_Work required_: Report how many lines in the material hold the word "absolute". No other content is required.
*** Materials provided Section Begins ***
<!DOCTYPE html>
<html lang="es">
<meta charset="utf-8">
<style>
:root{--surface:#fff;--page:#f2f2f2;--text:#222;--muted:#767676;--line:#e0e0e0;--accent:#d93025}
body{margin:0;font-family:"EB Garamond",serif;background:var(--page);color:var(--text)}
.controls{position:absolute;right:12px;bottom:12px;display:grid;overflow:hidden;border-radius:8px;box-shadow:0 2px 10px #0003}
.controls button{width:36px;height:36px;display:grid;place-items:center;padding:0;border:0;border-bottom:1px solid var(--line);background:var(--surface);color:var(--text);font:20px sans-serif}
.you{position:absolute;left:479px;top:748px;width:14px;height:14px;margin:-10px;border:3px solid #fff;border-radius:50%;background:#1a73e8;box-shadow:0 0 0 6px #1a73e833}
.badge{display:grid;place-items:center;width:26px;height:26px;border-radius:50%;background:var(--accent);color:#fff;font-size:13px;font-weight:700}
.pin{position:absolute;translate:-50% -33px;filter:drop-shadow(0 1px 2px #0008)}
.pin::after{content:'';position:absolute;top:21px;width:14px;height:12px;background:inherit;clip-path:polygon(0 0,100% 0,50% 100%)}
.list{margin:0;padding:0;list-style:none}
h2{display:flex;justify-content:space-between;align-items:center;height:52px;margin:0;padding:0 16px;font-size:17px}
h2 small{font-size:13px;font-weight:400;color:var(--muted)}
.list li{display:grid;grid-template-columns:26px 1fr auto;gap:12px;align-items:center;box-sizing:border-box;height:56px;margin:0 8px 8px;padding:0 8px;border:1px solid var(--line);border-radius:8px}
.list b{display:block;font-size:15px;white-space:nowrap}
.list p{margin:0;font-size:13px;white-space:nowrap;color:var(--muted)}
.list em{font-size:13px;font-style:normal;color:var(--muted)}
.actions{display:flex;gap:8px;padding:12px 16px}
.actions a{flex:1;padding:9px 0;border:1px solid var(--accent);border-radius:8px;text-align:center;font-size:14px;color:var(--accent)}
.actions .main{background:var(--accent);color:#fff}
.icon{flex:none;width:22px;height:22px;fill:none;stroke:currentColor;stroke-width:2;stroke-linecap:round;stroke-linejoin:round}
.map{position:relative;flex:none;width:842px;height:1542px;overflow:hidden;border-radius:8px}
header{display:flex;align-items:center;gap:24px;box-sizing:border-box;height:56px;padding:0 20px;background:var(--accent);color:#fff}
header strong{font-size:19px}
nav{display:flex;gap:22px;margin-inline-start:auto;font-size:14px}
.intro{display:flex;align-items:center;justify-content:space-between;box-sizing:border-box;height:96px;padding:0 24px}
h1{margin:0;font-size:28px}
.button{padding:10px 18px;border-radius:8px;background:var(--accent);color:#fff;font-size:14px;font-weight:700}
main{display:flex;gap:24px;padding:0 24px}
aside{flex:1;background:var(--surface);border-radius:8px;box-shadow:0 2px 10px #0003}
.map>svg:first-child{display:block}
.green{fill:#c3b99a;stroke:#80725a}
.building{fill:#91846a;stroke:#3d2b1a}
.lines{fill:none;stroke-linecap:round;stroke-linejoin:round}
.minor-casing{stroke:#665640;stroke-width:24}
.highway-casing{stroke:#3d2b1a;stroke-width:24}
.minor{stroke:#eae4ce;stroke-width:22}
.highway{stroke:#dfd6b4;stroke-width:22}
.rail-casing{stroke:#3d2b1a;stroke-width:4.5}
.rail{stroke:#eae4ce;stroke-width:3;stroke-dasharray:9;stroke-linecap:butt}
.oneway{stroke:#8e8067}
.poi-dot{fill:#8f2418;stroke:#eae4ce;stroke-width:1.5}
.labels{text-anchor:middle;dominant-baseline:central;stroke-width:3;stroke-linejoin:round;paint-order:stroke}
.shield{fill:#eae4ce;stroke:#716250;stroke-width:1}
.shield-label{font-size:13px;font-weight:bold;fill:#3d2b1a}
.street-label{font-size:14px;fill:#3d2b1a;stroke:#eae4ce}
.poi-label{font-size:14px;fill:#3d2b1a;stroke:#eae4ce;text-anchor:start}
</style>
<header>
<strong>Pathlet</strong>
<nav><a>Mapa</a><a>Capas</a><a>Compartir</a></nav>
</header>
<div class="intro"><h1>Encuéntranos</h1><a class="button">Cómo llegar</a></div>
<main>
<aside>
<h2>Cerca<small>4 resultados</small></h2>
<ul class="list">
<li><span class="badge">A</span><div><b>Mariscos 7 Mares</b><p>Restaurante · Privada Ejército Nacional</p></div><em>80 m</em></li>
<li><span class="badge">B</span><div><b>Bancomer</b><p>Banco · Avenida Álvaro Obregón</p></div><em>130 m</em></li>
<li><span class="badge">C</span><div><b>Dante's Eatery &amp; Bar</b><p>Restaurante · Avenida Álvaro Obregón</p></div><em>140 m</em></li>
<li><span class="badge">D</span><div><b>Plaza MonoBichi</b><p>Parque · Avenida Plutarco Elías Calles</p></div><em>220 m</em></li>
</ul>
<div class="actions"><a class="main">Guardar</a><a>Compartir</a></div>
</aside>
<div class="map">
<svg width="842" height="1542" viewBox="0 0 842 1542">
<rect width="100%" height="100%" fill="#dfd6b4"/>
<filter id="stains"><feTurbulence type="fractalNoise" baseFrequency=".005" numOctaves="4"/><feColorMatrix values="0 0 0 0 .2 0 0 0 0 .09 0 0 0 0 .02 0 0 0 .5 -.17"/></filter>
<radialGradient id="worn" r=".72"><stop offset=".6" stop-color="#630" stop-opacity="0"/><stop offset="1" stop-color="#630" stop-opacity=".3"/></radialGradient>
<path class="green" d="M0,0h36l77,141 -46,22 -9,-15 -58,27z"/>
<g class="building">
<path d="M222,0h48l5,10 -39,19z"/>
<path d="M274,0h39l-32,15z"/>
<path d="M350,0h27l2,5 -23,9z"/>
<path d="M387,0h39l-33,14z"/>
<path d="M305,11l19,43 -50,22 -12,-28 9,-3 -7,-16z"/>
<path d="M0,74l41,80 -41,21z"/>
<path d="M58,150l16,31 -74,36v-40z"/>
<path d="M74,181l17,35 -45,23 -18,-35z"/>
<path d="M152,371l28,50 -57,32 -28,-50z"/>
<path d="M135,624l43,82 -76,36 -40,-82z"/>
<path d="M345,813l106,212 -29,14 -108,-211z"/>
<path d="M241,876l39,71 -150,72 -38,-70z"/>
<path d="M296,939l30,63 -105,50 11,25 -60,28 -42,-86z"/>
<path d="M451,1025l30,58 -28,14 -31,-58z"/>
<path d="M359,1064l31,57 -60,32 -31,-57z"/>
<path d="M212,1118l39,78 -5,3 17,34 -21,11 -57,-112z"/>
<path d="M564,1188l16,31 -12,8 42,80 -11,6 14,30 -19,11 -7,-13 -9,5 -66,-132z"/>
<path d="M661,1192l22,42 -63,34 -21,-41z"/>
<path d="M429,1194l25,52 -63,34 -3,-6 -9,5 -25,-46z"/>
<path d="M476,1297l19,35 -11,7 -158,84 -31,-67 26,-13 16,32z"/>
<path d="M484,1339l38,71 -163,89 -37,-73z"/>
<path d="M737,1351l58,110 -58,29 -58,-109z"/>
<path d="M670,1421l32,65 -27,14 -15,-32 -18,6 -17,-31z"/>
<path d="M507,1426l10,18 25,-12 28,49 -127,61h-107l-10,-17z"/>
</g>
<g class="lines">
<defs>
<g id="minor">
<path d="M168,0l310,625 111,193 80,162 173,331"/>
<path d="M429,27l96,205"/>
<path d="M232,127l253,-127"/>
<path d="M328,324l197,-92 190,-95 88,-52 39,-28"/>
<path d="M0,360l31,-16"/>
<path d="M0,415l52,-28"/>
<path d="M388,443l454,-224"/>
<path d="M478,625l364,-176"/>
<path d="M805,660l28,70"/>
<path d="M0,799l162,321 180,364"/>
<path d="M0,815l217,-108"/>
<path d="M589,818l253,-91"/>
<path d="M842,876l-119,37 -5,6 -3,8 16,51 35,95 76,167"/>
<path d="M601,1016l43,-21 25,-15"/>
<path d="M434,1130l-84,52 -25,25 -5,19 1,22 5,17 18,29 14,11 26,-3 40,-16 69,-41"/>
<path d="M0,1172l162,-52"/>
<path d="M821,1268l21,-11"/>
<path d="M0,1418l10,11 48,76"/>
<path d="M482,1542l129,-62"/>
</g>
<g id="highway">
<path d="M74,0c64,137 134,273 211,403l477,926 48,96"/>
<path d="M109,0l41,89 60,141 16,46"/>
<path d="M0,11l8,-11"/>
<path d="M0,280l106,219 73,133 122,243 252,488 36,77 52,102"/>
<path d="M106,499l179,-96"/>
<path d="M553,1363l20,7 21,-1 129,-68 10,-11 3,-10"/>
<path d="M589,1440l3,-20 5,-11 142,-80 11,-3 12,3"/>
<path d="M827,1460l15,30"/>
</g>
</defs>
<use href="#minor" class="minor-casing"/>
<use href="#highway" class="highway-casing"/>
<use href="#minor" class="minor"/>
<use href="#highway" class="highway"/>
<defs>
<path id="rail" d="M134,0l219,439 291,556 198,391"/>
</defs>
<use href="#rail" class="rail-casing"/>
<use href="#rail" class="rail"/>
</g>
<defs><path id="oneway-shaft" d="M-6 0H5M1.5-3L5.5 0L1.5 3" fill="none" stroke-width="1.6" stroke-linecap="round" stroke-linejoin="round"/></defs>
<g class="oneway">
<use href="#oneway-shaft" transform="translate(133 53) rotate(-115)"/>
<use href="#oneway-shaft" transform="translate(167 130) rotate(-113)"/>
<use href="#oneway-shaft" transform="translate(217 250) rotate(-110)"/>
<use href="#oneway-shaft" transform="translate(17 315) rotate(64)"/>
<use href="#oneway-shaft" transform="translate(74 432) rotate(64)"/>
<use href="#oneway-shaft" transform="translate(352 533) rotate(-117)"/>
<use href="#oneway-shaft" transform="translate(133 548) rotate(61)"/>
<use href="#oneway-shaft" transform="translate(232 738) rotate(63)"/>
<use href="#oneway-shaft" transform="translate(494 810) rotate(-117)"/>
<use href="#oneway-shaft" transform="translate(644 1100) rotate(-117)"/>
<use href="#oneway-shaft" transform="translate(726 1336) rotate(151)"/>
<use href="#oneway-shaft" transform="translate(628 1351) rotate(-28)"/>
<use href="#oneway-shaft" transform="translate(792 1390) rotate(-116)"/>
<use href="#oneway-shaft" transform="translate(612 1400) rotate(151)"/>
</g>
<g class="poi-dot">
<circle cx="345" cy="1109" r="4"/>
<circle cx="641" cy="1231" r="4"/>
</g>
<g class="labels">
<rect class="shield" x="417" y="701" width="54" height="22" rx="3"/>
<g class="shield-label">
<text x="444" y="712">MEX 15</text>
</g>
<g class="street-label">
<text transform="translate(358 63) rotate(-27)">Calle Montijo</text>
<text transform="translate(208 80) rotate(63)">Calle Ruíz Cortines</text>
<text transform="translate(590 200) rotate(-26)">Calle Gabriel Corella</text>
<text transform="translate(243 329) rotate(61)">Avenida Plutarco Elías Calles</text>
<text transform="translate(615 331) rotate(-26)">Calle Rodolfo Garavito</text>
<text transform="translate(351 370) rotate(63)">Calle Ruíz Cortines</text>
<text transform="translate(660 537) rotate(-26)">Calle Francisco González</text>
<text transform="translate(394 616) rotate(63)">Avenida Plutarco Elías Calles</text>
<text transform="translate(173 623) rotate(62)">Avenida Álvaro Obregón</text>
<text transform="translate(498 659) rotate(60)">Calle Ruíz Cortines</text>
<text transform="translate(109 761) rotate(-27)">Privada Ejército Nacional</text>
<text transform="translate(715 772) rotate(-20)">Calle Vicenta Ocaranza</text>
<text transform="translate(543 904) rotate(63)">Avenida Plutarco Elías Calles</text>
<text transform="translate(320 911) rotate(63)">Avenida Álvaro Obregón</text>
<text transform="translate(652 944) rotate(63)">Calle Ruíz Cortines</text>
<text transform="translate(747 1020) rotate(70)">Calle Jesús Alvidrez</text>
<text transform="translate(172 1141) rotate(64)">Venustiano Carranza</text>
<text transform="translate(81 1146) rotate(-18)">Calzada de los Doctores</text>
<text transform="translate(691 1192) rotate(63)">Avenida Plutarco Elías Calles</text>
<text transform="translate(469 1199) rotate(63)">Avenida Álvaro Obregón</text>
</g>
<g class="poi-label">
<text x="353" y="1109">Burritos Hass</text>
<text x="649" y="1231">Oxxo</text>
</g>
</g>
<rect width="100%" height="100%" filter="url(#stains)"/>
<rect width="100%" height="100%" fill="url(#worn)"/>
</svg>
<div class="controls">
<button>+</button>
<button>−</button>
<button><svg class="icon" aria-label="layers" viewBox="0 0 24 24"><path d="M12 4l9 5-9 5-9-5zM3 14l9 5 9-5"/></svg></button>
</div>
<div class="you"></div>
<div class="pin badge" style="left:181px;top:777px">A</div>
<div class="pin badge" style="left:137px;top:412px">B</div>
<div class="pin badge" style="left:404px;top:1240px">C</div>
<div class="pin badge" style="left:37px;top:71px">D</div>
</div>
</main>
*** Materials provided Section Ends ***
_Solved exercise_: 4